• _YOUR GOAL_: Copy out only the span from the line with "Map reading. Give me a JSON index of this" to the end of the data, both ends kept, word for word.

• _MATERIAL FOR THE TASK_:
•••••
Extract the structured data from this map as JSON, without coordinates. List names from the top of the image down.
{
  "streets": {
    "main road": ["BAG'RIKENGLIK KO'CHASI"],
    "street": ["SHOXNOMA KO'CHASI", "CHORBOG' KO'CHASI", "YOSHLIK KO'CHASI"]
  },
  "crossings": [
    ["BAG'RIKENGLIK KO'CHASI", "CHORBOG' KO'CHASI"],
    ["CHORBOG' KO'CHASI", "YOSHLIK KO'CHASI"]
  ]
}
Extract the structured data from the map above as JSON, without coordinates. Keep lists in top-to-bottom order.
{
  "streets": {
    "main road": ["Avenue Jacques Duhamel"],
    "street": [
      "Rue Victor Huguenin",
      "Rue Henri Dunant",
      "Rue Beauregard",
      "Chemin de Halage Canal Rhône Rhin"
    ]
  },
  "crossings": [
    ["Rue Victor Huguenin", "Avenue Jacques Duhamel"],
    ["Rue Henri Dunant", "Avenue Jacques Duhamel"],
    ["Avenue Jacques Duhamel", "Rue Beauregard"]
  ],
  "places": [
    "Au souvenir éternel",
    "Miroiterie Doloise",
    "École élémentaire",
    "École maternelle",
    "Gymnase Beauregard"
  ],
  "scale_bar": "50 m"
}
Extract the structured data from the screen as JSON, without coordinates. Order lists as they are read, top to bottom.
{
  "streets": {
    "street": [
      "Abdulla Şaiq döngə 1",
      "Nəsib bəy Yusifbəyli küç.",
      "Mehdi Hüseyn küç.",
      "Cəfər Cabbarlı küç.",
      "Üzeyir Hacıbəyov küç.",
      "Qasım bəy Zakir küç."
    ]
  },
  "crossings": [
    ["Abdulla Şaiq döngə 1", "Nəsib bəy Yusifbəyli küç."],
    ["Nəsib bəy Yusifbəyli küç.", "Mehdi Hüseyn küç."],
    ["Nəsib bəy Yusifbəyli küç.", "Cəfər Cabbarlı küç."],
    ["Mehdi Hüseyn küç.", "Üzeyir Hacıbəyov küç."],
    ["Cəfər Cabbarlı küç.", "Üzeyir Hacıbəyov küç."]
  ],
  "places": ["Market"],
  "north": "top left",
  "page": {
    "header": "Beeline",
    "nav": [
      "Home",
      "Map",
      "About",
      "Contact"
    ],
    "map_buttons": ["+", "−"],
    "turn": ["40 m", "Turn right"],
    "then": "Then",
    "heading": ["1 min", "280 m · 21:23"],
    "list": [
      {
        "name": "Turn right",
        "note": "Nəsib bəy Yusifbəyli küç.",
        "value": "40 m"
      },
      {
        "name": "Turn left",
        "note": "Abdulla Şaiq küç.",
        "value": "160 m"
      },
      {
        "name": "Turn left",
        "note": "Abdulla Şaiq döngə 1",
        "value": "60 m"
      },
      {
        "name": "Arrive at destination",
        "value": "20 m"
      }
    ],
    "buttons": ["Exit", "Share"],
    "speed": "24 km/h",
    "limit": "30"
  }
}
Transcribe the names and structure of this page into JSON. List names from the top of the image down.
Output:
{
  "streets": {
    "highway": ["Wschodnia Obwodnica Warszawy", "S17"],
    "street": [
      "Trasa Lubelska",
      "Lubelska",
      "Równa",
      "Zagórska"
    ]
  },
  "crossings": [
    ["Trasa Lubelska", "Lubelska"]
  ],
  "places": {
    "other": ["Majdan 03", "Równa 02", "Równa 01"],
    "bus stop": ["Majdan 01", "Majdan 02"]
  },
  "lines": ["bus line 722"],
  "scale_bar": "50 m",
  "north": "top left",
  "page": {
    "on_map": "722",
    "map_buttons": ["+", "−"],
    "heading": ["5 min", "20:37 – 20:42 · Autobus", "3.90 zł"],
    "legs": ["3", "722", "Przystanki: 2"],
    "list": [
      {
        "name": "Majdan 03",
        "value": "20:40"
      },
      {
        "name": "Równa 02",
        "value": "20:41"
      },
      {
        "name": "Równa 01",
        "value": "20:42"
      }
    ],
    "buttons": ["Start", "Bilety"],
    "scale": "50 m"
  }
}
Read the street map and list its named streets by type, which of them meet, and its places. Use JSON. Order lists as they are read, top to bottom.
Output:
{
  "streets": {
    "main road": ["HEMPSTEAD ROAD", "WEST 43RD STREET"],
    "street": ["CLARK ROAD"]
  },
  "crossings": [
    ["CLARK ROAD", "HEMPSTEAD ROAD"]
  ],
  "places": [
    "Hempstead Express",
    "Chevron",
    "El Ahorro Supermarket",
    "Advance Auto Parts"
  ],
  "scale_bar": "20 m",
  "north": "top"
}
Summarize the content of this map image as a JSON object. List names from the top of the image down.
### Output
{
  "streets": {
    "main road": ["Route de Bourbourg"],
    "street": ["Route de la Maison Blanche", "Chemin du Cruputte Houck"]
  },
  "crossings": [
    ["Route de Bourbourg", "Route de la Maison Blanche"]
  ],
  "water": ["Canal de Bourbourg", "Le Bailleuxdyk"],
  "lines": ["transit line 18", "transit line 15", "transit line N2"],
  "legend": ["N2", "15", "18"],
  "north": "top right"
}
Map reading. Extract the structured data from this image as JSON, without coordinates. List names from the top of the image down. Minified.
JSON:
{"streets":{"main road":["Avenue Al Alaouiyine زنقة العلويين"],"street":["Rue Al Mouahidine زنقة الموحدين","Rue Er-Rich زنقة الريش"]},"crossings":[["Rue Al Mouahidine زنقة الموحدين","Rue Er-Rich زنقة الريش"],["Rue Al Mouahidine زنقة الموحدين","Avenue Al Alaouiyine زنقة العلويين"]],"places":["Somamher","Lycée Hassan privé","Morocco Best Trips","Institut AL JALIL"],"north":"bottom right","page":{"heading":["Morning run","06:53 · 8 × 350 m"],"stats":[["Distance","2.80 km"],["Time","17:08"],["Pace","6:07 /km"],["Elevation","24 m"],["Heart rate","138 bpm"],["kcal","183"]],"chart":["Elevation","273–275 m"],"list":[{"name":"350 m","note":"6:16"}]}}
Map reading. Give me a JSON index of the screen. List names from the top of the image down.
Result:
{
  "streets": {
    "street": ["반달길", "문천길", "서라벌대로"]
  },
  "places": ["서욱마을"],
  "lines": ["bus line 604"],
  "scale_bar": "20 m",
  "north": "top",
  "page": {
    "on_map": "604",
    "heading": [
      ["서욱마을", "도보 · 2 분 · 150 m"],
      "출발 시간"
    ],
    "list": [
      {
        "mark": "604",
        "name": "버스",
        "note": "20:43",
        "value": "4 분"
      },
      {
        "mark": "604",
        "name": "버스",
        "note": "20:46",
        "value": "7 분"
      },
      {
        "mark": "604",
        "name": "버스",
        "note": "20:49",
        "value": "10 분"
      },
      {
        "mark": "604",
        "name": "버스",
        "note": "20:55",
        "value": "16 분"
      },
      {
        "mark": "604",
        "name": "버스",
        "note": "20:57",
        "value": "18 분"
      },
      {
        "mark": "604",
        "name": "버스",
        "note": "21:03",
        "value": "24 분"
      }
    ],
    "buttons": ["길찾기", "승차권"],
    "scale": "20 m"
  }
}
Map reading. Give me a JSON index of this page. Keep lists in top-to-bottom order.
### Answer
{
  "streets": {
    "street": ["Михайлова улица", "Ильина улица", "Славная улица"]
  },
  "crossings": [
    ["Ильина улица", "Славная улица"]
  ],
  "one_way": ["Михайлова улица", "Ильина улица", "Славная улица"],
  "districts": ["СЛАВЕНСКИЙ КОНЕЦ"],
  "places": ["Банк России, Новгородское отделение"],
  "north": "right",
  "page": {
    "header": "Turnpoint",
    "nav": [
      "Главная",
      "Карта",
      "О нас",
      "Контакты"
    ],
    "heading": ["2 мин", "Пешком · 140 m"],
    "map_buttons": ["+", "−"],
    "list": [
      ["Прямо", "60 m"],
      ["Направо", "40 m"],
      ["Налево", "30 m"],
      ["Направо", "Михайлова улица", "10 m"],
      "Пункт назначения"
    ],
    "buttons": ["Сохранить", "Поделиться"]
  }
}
•••••
• _FINAL ANSWER_:
Map reading. Give me a JSON index of this page. Keep lists in top-to-bottom order.
### Answer
{
  "streets": {
    "street": ["Михайлова улица", "Ильина улица", "Славная улица"]
  },
  "crossings": [
    ["Ильина улица", "Славная улица"]
  ],
  "one_way": ["Михайлова улица", "Ильина улица", "Славная улица"],
  "districts": ["СЛАВЕНСКИЙ КОНЕЦ"],
  "places": ["Банк России, Новгородское отделение"],
  "north": "right",
  "page": {
    "header": "Turnpoint",
    "nav": [
      "Главная",
      "Карта",
      "О нас",
      "Контакты"
    ],
    "heading": ["2 мин", "Пешком · 140 m"],
    "map_buttons": ["+", "−"],
    "list": [
      ["Прямо", "60 m"],
      ["Направо", "40 m"],
      ["Налево", "30 m"],
      ["Направо", "Михайлова улица", "10 m"],
      "Пункт назначения"
    ],
    "buttons": ["Сохранить", "Поделиться"]
  }
}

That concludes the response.